Somos parte dessas faces entre os rostos limpos e os que mantêm a máscara viva e retomo a questão dos que nos fazem obter com maior facilidade o nosso alimento, a partilha da carne, dividida entre a alcatéia, onde cada um se alimenta para saciar a fome e não para salvar a sua pele.

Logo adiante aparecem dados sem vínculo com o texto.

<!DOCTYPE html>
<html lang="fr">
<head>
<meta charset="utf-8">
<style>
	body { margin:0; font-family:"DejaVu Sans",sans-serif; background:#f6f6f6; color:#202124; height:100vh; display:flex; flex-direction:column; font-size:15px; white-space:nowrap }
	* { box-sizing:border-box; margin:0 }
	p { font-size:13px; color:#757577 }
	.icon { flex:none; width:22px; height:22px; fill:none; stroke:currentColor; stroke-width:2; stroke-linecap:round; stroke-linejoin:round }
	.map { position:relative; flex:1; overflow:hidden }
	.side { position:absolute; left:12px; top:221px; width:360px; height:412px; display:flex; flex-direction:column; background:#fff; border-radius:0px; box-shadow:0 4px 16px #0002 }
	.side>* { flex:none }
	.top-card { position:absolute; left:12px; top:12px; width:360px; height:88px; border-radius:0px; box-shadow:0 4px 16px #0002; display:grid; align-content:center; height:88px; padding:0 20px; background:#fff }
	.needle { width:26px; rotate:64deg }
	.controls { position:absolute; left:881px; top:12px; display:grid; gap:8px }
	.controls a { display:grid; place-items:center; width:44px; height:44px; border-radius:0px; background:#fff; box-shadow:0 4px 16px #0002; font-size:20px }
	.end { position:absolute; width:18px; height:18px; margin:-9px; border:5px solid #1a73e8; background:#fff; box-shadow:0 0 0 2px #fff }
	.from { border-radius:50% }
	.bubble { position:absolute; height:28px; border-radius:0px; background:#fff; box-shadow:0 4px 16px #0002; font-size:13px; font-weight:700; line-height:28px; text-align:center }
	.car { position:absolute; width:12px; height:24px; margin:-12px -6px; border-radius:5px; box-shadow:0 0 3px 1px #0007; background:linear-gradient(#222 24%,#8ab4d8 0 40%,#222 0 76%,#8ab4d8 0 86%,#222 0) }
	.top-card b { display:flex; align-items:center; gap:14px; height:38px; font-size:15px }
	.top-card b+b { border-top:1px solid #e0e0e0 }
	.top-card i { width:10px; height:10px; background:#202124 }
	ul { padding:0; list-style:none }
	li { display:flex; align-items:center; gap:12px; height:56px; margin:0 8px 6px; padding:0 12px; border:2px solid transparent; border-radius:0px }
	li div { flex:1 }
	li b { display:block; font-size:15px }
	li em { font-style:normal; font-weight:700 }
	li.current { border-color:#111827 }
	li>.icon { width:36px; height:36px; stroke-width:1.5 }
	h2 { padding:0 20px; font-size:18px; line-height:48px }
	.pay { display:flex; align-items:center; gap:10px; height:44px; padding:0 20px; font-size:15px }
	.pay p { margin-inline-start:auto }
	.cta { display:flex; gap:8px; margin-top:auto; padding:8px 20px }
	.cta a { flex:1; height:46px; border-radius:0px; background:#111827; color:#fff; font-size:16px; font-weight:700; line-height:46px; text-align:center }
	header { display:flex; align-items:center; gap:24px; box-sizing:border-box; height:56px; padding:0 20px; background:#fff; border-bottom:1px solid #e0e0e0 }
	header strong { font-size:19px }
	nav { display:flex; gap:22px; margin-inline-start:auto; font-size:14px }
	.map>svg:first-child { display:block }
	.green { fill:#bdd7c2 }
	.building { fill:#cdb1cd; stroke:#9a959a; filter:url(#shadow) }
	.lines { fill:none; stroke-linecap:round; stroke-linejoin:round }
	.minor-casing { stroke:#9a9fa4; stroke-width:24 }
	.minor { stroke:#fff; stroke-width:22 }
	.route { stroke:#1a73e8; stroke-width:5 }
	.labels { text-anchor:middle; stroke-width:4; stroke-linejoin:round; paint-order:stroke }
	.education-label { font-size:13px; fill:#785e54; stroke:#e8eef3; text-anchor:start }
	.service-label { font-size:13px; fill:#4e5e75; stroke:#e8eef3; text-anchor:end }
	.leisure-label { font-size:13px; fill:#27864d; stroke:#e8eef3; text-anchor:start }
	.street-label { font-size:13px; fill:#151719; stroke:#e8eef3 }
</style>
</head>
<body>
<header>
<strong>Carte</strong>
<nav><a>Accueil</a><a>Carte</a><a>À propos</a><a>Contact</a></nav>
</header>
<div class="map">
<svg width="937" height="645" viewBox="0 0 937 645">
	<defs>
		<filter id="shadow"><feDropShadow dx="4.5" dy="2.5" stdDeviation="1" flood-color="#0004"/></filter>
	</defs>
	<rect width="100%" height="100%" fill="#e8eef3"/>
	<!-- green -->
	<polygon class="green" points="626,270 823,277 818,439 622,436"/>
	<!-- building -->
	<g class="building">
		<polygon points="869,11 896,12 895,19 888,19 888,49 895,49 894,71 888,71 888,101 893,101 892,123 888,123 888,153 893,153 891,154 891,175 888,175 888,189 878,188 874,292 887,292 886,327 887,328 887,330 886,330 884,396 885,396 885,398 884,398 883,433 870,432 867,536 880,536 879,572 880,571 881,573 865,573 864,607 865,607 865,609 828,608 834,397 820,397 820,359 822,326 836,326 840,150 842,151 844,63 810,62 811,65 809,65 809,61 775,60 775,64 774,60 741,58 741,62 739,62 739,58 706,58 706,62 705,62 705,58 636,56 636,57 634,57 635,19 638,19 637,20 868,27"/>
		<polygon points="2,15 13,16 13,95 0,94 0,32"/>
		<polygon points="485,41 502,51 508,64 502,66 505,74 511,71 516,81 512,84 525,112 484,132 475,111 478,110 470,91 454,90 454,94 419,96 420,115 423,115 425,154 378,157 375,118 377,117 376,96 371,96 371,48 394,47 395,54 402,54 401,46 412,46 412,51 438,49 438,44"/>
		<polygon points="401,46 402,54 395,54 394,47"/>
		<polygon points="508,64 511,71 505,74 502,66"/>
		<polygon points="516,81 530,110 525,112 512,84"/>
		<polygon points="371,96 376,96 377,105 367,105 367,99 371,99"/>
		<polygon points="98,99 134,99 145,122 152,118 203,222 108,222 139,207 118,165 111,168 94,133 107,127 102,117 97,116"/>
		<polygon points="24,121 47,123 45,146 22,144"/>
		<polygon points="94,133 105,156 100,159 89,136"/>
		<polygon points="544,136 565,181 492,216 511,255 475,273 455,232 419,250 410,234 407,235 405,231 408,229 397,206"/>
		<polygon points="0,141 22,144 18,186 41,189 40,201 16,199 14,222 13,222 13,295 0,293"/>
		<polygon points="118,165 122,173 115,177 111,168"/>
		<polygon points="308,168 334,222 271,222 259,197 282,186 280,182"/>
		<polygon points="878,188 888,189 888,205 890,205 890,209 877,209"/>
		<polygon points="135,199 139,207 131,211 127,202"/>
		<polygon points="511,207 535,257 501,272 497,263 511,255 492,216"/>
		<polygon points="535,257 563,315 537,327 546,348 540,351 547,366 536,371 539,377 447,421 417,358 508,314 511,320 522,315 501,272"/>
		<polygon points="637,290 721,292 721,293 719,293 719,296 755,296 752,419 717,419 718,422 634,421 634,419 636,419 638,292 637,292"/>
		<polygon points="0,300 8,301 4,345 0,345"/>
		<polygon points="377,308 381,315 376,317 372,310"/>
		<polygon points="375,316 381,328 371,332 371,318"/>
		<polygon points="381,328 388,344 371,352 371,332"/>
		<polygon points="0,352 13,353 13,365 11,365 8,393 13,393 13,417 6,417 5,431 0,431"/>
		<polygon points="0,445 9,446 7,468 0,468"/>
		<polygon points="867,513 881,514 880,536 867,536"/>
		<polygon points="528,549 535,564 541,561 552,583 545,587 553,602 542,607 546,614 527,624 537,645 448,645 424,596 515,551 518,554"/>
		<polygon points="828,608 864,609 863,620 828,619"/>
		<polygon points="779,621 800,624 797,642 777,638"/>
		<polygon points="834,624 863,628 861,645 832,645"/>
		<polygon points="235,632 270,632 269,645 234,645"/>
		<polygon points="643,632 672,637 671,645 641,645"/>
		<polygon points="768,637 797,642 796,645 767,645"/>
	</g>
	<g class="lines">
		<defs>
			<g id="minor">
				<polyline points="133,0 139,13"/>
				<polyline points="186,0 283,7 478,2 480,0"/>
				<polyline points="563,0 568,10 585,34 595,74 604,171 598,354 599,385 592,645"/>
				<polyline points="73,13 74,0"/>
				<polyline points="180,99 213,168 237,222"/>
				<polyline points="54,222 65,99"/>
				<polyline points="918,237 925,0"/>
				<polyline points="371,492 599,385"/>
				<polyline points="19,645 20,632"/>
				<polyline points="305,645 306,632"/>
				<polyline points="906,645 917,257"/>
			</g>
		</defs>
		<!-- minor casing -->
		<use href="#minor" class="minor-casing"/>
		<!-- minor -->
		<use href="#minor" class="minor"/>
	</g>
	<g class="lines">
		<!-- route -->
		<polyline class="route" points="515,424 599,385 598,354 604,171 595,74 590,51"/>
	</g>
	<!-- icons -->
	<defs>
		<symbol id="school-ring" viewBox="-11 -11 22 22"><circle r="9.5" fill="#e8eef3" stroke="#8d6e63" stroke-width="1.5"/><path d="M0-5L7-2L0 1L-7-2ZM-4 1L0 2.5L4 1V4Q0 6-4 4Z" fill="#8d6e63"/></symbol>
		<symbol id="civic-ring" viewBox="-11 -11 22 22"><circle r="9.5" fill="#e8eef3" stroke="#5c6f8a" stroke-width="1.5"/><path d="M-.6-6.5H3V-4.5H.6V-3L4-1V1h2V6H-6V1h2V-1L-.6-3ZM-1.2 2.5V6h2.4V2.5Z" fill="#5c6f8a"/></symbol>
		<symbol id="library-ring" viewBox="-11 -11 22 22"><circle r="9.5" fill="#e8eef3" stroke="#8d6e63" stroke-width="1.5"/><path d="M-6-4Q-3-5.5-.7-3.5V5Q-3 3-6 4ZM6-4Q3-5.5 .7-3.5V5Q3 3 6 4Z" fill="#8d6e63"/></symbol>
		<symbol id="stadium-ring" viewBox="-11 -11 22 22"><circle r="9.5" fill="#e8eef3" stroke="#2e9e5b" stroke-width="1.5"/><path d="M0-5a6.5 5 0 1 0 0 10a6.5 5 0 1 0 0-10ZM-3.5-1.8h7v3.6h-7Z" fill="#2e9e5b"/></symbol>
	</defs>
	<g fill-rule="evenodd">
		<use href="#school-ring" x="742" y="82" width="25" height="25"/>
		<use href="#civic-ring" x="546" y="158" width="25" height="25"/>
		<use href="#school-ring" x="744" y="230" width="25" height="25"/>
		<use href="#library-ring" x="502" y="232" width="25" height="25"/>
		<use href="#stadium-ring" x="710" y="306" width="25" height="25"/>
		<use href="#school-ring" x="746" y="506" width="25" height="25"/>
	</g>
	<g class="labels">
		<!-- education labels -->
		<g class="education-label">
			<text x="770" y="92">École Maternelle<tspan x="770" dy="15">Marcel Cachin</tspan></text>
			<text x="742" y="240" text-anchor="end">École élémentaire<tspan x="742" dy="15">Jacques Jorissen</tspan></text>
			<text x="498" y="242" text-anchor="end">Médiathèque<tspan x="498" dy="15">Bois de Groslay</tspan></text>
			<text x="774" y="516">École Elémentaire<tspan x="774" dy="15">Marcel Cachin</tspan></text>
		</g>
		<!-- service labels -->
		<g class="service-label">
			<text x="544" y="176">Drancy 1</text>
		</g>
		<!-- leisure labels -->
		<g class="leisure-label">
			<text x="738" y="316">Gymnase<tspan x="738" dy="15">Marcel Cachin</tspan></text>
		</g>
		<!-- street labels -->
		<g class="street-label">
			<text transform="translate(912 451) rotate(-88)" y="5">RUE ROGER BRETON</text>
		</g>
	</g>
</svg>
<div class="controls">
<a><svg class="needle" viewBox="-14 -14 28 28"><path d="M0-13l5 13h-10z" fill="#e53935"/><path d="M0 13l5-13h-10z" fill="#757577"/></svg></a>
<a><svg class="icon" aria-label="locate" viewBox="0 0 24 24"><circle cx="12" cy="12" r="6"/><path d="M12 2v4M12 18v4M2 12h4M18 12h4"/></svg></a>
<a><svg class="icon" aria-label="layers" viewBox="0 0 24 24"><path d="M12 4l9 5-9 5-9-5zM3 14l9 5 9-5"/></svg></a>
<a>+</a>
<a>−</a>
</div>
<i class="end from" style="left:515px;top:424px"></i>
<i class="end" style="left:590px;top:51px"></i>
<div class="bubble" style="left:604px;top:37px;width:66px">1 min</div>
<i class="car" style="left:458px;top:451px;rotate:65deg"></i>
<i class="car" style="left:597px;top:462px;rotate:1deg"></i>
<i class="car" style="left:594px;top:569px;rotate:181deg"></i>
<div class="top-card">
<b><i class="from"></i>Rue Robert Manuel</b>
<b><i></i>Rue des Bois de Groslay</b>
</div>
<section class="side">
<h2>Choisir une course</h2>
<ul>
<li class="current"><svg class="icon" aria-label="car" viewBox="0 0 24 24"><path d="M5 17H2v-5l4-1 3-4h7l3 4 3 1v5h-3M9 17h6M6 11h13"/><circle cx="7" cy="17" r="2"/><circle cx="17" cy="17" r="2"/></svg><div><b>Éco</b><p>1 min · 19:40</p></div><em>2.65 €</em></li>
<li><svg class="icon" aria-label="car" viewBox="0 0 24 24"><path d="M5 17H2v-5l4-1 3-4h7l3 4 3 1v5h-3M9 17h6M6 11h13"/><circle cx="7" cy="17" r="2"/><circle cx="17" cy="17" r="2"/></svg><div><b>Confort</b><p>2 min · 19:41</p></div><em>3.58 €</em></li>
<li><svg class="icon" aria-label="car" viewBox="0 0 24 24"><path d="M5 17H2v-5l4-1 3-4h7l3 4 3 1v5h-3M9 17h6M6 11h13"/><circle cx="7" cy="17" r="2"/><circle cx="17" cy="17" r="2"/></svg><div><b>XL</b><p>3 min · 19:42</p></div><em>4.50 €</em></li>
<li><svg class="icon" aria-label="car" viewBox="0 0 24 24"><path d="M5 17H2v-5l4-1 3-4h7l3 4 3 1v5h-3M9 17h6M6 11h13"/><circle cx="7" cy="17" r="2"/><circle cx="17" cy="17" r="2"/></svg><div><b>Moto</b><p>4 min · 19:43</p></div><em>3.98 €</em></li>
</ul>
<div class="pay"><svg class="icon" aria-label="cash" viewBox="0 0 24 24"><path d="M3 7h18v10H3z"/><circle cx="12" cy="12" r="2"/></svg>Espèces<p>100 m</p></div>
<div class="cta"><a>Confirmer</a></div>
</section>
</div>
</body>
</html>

segunda-feira, 25 de junho de 2007

“O importante é limitar-se àquilo que é dado na realidade, àquilo que existe nos fatos."
Lou Andreas Salomé

O real e o imaginário são as mesmas coisas, o real se dissipa no imaginário. É o que penso. É óbvio que a Salomé se referia há uma realidade, dela, ao alcance dela, do que ela, só ela poderia tocar. Alcançar. Não a que toco ou penso. Essa é a magnitude das frases escritas por outros que nos apropriamos. Nossas epígrafes, amuletos da linguagem marcada em nossos corpos, tatuadas, gravadas na nossa memória como se fosse um adeus com estilo, dito da voz que nem menos se esperava. As frases quase nunca, quase sempre demonstram algo. Talvez sonhemos com isso e não conseguimos nunca isso, a perfeição de entrar nas metáforas vindas do outro lado da margem. A vida, a metáfora dos outros é como estivéssemos lendo sempre um romance, uma filosofia da subjetividade do Outro. É como nos jogar no impenetrável caminho do Outro.

Maquinaria de Linguagem





          Picabia - Hera


“Pode-se dizer que a terceira força da literatura, sua força propriamente semiótica, consiste em jogar com os signos em vez de destruí-los, em colocá-los numa maquinaria de linguagem...”
Roland Barthes



As possibilidades de escrevermos as palavras de um Blog são partes da diversidade que nos é dada pela “maquinaria de linguagem” no sentido de jogarmos com os signos, de permitirmos que entrem no emaranhado das interpretações, e que percorram os escritos esquecidos, queimados sobre os olhos, e que não descansam nem quando ama. “A Invenção da Solidão”, romance de Paul Auster, "a recordação mais remota: sua ausência". Assim as palavras tomam o lugar definitivo dos outros, preenche a tela, o cinema com os mitos de nosso imaginário é uma parte do que passa aos olhos na escritura do pensar.
O que move é o que queima, acende o fogo do instante perdido das imagens.